> [ASSIGNMENT]:
Your answer should be one number: the count of lines below that contain "around".

> [RECORD SET]:

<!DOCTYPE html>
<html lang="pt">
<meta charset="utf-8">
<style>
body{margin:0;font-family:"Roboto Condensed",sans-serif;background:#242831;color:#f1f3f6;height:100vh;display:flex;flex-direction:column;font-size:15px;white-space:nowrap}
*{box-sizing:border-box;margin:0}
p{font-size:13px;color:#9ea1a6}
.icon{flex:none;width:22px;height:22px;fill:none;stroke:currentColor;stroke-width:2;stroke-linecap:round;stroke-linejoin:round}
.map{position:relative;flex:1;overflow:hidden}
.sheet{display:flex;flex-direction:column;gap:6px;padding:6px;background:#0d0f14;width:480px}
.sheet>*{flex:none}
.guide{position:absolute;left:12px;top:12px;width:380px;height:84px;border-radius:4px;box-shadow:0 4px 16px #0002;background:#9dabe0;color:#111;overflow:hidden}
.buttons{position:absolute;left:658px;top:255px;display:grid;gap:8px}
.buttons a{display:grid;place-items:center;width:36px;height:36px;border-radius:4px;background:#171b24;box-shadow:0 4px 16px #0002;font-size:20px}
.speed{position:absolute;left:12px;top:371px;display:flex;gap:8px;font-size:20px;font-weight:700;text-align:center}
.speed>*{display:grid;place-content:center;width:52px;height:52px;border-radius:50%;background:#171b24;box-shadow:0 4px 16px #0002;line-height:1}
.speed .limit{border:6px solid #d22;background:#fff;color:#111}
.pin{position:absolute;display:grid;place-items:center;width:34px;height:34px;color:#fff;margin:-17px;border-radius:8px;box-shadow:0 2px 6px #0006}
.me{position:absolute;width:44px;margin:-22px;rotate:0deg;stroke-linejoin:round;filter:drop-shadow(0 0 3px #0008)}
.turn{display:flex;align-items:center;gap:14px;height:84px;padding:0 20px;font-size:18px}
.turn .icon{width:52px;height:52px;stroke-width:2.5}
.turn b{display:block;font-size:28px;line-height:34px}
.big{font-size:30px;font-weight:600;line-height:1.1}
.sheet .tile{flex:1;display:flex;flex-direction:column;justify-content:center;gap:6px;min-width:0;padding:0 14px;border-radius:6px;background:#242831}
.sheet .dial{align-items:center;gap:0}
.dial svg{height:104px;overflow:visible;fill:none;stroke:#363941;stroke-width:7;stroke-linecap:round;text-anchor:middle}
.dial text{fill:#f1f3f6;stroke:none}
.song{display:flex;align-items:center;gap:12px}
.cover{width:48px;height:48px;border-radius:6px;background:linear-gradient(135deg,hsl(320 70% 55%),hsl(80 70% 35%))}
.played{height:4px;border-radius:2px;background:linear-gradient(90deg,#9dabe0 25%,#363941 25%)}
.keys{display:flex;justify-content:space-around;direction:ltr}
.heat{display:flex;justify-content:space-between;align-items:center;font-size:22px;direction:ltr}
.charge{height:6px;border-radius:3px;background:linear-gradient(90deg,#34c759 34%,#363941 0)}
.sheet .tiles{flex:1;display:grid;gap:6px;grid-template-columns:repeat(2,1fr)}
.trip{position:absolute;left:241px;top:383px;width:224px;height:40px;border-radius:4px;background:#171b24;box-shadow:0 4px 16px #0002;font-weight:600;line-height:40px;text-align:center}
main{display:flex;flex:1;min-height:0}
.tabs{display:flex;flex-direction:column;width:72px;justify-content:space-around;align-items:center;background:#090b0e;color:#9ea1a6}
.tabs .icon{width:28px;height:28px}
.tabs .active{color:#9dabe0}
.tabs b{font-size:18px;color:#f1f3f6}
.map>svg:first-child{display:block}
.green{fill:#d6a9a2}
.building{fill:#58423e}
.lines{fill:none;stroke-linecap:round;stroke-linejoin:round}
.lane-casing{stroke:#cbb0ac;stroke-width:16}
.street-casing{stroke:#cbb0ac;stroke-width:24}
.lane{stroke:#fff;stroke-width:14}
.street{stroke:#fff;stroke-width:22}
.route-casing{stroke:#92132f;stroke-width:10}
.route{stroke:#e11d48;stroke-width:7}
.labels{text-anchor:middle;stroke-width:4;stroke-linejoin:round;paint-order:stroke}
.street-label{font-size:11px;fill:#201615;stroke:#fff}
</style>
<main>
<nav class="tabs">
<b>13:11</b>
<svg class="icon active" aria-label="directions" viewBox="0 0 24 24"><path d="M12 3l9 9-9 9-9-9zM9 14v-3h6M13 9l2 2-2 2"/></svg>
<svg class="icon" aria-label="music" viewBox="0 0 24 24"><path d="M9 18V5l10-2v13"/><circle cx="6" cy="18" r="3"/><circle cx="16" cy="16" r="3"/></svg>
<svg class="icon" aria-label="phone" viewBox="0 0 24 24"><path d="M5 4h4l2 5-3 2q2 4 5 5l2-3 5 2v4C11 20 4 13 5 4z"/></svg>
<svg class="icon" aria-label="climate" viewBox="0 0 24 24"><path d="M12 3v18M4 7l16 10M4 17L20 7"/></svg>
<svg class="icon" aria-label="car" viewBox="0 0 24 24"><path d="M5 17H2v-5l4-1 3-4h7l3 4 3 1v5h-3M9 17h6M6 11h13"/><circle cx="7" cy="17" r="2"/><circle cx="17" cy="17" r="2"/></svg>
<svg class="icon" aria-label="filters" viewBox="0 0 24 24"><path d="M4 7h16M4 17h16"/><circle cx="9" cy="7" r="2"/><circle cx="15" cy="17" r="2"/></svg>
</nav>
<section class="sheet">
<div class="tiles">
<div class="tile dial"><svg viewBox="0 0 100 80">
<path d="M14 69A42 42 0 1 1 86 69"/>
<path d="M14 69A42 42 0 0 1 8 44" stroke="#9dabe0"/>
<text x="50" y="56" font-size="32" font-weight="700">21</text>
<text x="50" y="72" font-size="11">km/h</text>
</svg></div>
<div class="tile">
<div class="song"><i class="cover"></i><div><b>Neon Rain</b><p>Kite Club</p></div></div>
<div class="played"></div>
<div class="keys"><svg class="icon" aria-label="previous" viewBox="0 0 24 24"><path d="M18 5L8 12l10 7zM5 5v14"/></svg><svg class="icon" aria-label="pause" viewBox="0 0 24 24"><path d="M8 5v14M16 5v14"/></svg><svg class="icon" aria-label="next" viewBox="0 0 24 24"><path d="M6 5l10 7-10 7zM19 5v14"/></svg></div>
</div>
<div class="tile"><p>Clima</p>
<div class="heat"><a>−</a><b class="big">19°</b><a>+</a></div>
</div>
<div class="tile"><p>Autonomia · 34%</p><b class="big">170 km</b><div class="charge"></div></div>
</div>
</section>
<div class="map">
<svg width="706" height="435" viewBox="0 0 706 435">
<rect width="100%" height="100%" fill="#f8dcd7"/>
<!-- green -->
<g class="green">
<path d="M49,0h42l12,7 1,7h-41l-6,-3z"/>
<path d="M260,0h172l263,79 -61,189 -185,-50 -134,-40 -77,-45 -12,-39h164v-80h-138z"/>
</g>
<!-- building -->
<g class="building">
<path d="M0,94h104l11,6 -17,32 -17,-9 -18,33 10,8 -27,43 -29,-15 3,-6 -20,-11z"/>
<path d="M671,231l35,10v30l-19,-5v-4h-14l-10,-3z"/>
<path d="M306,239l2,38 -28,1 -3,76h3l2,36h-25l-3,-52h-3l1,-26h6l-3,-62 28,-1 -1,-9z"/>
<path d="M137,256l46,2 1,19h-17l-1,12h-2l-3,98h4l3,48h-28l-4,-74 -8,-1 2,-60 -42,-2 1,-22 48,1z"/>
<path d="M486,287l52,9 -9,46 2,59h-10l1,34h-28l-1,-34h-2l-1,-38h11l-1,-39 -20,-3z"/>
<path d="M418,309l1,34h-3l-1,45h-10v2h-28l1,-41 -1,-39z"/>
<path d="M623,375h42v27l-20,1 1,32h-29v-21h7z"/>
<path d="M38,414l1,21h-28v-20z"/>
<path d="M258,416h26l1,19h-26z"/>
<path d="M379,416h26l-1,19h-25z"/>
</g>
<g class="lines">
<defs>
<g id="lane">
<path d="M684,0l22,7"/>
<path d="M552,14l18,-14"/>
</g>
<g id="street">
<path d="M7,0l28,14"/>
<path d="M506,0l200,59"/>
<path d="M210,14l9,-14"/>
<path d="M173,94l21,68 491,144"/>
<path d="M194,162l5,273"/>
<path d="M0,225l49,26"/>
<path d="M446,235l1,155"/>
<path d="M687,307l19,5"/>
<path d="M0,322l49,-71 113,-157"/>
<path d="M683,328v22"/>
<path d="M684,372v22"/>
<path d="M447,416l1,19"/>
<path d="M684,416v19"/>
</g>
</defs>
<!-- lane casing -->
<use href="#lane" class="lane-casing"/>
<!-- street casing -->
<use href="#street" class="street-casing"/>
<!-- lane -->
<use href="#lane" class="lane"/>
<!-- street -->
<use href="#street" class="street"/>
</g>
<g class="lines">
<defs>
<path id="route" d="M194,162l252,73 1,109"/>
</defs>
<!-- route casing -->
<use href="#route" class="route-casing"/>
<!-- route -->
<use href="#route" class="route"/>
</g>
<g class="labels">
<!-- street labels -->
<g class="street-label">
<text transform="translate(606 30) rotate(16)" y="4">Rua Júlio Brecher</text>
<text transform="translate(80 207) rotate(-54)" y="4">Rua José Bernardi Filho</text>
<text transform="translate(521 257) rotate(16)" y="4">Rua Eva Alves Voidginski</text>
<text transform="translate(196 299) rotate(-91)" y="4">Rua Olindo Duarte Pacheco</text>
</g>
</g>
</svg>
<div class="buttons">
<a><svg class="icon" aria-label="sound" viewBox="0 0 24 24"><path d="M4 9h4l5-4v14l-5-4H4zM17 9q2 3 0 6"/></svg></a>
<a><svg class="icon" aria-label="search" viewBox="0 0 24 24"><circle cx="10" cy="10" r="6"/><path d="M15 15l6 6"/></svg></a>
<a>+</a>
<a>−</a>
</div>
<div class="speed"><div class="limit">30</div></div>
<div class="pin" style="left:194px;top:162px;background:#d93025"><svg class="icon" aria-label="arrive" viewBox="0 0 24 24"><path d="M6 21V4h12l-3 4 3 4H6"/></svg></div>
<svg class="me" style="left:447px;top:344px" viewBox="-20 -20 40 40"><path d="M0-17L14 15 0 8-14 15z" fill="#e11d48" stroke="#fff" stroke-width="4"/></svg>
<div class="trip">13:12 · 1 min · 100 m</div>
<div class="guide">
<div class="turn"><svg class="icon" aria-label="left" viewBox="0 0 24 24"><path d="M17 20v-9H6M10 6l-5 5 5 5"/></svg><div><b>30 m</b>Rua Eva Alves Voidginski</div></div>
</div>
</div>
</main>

> [WRITTEN REPLY]:
2